> **EXERCISE AIM**: Across the listing below, how many lines have the word "picture" in them? Provide only the number.

> **RECORDS FOR THIS EXERCISE**:
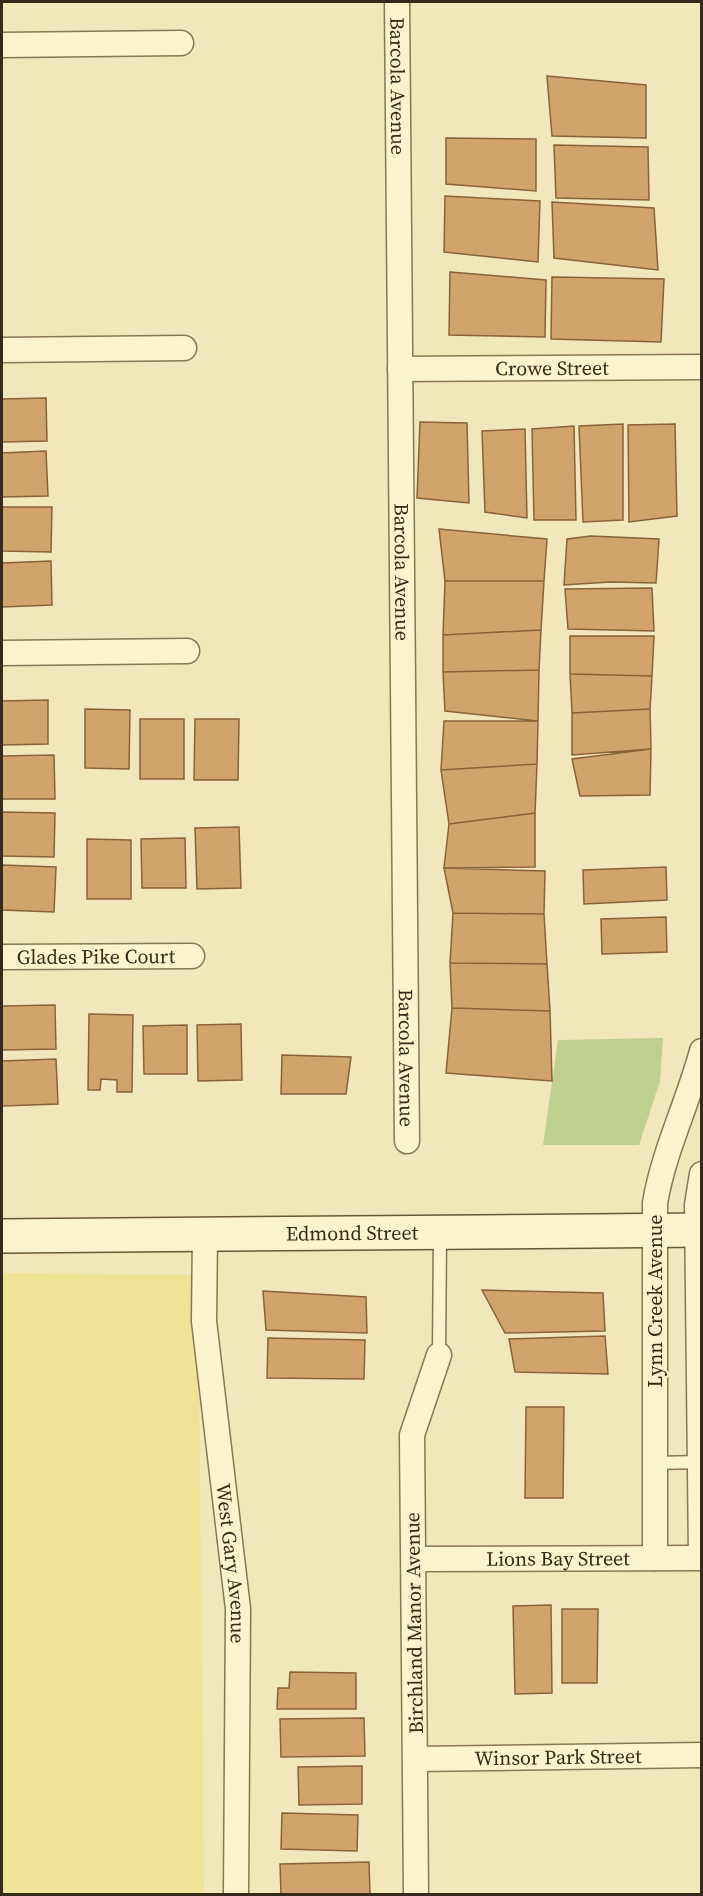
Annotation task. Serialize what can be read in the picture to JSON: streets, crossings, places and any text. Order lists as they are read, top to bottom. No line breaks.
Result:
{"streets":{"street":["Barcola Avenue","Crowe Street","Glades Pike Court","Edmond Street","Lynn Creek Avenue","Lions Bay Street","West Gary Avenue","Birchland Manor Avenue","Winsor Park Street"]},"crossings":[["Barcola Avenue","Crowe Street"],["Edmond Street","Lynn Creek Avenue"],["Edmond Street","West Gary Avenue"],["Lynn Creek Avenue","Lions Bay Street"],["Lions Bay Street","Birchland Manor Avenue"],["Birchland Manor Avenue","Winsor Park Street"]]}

...

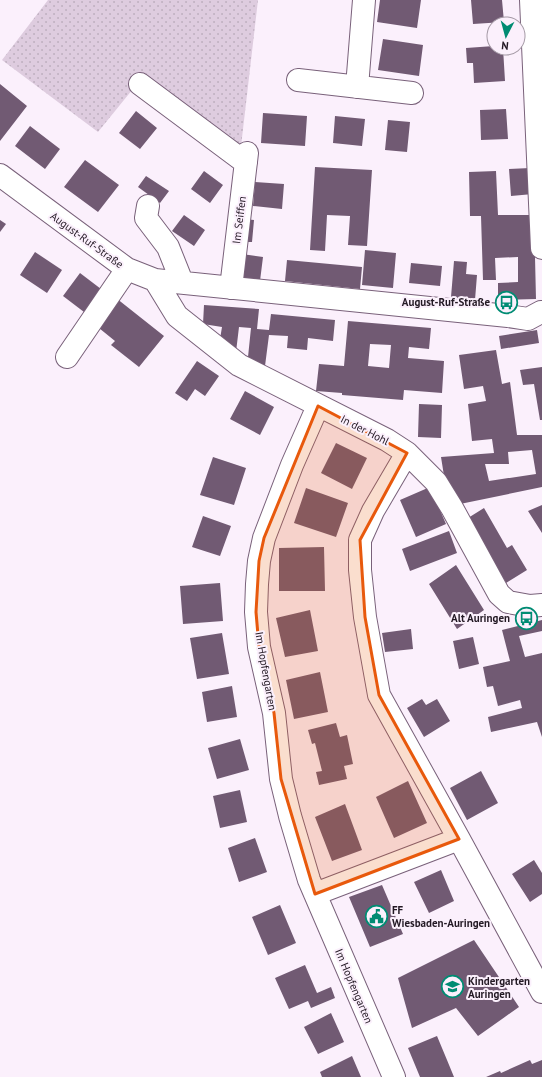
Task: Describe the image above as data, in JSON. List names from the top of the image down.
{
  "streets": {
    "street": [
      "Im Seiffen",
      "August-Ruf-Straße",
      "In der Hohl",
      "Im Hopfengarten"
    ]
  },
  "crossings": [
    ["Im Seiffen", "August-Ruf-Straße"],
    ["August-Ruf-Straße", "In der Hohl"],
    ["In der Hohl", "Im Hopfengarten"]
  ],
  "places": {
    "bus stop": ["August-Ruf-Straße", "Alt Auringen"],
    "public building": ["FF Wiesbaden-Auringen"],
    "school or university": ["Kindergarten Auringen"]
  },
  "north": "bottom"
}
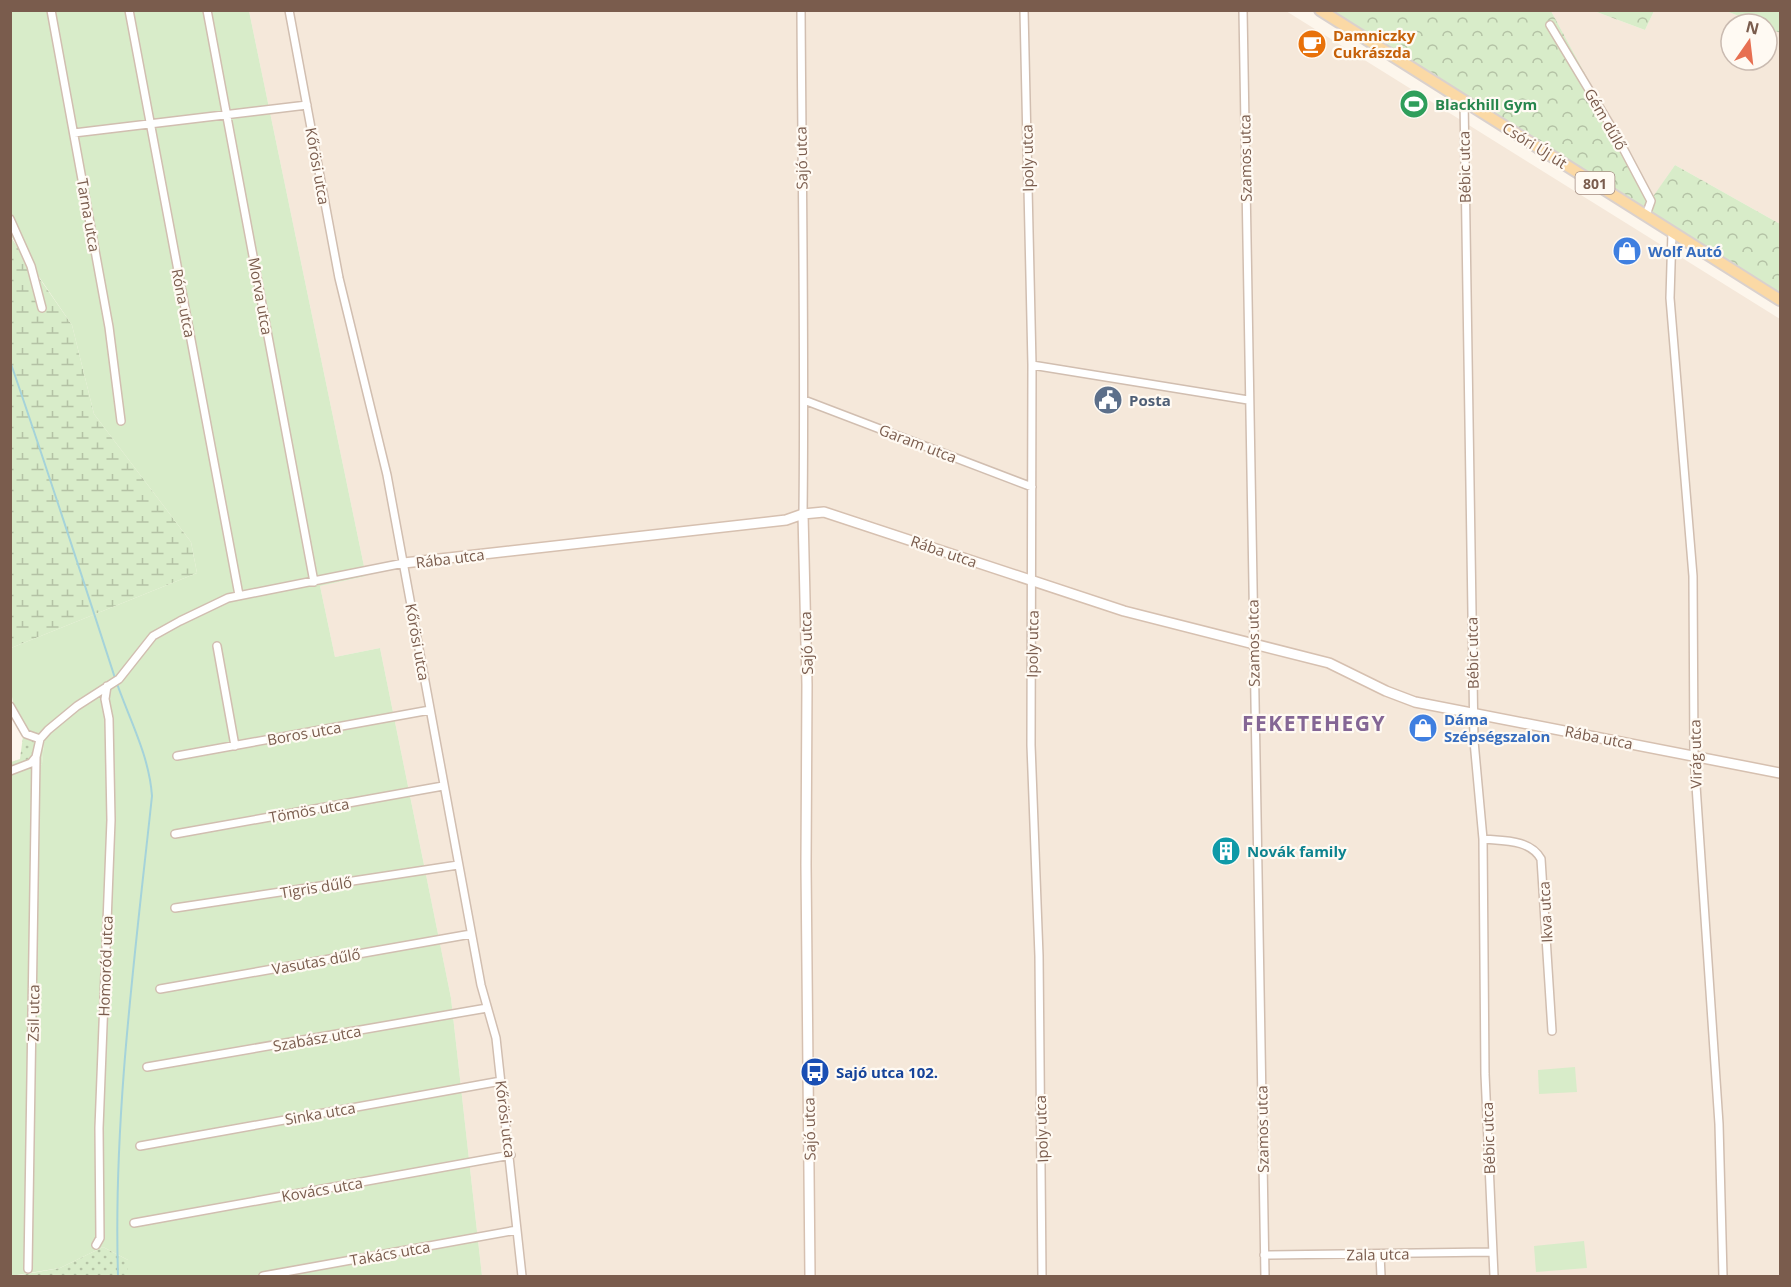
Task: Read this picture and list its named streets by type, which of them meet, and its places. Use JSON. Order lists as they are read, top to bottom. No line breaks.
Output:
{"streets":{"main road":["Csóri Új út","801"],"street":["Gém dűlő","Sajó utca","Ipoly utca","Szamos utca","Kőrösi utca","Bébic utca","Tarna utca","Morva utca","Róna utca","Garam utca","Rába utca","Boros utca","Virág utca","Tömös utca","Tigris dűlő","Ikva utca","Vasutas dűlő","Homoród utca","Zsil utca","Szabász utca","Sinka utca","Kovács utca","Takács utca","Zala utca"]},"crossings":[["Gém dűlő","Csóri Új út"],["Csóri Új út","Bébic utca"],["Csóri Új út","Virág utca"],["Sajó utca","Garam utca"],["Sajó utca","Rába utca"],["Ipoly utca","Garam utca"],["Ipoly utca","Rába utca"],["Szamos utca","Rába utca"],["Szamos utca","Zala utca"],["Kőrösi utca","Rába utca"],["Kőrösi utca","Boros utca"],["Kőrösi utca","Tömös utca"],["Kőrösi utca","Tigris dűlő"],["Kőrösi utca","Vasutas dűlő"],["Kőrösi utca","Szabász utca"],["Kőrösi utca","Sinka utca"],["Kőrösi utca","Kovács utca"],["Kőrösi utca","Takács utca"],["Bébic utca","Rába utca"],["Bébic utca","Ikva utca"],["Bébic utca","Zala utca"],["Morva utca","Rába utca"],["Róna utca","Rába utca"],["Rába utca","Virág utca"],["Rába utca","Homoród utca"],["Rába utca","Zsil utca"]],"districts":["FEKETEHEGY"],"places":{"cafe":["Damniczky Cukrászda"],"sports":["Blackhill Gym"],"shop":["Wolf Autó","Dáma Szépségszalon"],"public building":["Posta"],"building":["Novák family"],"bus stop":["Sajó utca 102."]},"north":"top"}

> **EXERCISE RESULT**: 2